→ **WORK ITEM**
Report each line of the entries that includes "districts" by copying it.

→ **DATASET RECORDS**
┌──
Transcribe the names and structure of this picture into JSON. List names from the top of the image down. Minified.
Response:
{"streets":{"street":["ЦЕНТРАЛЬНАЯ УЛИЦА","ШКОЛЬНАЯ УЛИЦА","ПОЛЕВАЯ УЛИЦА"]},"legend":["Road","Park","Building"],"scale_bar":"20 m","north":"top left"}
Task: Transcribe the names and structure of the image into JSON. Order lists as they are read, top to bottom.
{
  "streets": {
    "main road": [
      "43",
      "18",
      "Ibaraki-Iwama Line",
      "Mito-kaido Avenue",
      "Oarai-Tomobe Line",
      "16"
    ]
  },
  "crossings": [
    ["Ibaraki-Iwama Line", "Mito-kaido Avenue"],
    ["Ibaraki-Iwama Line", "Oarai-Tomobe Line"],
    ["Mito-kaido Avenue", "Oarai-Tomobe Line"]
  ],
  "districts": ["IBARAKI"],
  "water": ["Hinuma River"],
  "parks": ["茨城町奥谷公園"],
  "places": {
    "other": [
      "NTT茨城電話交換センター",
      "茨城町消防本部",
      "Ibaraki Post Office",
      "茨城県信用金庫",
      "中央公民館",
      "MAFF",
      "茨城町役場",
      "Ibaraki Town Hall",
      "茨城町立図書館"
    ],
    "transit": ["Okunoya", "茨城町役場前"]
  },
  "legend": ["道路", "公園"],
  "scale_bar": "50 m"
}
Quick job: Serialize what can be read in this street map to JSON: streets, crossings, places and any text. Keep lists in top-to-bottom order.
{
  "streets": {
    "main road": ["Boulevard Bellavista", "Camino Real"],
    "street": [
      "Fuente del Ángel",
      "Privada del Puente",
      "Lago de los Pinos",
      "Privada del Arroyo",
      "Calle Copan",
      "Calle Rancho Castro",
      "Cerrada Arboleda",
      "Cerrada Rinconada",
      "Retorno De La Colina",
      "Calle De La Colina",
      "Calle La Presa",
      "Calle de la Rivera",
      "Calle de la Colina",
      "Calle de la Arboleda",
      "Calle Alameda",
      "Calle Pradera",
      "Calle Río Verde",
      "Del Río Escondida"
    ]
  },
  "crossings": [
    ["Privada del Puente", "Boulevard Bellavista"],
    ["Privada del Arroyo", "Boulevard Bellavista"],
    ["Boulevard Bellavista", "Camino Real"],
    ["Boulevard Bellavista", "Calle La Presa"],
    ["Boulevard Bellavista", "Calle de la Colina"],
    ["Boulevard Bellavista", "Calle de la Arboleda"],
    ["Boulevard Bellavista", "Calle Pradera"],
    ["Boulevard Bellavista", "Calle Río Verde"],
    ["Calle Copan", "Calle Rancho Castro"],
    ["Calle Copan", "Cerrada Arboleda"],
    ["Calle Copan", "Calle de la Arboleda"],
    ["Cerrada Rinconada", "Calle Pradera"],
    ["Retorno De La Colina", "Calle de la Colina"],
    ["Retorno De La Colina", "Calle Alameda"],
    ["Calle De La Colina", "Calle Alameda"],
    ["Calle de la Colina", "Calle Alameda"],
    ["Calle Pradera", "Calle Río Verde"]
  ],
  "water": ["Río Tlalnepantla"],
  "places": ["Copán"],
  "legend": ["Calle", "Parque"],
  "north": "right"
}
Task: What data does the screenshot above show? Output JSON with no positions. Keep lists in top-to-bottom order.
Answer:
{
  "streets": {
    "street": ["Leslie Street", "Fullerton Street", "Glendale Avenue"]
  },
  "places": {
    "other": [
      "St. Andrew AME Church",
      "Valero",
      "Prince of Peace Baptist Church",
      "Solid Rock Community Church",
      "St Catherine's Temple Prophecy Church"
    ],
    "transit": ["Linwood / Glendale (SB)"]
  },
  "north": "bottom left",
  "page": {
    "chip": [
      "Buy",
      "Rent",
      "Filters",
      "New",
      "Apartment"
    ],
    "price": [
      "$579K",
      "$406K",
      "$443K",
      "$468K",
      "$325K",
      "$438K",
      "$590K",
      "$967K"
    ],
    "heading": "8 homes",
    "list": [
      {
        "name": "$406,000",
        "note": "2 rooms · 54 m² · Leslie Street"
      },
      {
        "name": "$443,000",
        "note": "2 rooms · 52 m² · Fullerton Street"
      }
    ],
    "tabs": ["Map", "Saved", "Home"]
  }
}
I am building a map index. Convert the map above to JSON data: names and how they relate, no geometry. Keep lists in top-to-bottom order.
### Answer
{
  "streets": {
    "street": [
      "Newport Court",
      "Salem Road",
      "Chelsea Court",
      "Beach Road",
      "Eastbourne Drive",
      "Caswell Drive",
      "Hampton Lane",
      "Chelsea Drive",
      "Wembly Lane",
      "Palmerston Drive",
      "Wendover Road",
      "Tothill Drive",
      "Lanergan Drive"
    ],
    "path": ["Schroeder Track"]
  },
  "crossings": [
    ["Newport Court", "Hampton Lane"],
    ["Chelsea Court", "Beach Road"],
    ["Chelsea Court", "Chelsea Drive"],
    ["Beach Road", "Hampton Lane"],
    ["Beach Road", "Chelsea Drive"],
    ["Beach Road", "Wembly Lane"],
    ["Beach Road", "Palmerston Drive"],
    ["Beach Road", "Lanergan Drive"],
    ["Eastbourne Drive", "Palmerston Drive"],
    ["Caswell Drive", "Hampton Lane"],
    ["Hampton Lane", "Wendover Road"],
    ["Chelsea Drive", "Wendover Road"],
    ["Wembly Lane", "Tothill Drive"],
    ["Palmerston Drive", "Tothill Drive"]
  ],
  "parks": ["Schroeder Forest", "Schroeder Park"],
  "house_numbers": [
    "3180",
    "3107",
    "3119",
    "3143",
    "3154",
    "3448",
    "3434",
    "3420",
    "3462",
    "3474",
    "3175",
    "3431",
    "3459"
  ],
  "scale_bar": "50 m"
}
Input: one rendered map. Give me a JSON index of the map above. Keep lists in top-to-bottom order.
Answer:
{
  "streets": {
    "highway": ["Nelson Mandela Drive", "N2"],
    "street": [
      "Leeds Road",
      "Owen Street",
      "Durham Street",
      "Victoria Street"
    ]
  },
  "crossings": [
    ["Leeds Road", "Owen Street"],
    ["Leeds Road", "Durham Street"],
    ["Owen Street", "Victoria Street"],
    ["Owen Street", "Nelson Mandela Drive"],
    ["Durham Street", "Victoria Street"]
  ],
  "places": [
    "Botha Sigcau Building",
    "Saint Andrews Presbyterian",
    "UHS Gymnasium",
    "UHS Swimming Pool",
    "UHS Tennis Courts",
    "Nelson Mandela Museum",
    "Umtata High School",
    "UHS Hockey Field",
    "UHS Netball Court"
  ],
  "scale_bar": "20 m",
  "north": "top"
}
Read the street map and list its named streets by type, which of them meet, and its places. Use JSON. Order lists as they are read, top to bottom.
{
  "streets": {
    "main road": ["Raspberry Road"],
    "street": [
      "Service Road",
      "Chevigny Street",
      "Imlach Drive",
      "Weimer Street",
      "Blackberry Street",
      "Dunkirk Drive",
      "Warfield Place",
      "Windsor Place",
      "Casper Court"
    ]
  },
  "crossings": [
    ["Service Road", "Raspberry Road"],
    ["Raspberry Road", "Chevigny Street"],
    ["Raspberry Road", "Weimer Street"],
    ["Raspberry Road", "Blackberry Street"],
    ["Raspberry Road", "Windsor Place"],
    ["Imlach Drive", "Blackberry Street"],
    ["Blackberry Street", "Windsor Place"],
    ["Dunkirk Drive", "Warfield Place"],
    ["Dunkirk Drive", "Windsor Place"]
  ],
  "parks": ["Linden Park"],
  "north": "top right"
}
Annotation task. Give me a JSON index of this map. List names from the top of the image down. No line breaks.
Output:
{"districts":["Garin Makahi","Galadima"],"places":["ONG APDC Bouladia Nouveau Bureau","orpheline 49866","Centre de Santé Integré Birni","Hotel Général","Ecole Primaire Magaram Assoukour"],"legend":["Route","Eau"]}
└──
→ **SOLUTION TO THE PROBLEM**
  "districts": ["IBARAKI"],
{"districts":["Garin Makahi","Galadima"],"places":["ONG APDC Bouladia Nouveau Bureau","orpheline 49866","Centre de Santé Integré Birni","Hotel Général","Ecole Primaire Magaram Assoukour"],"legend":["Route","Eau"]}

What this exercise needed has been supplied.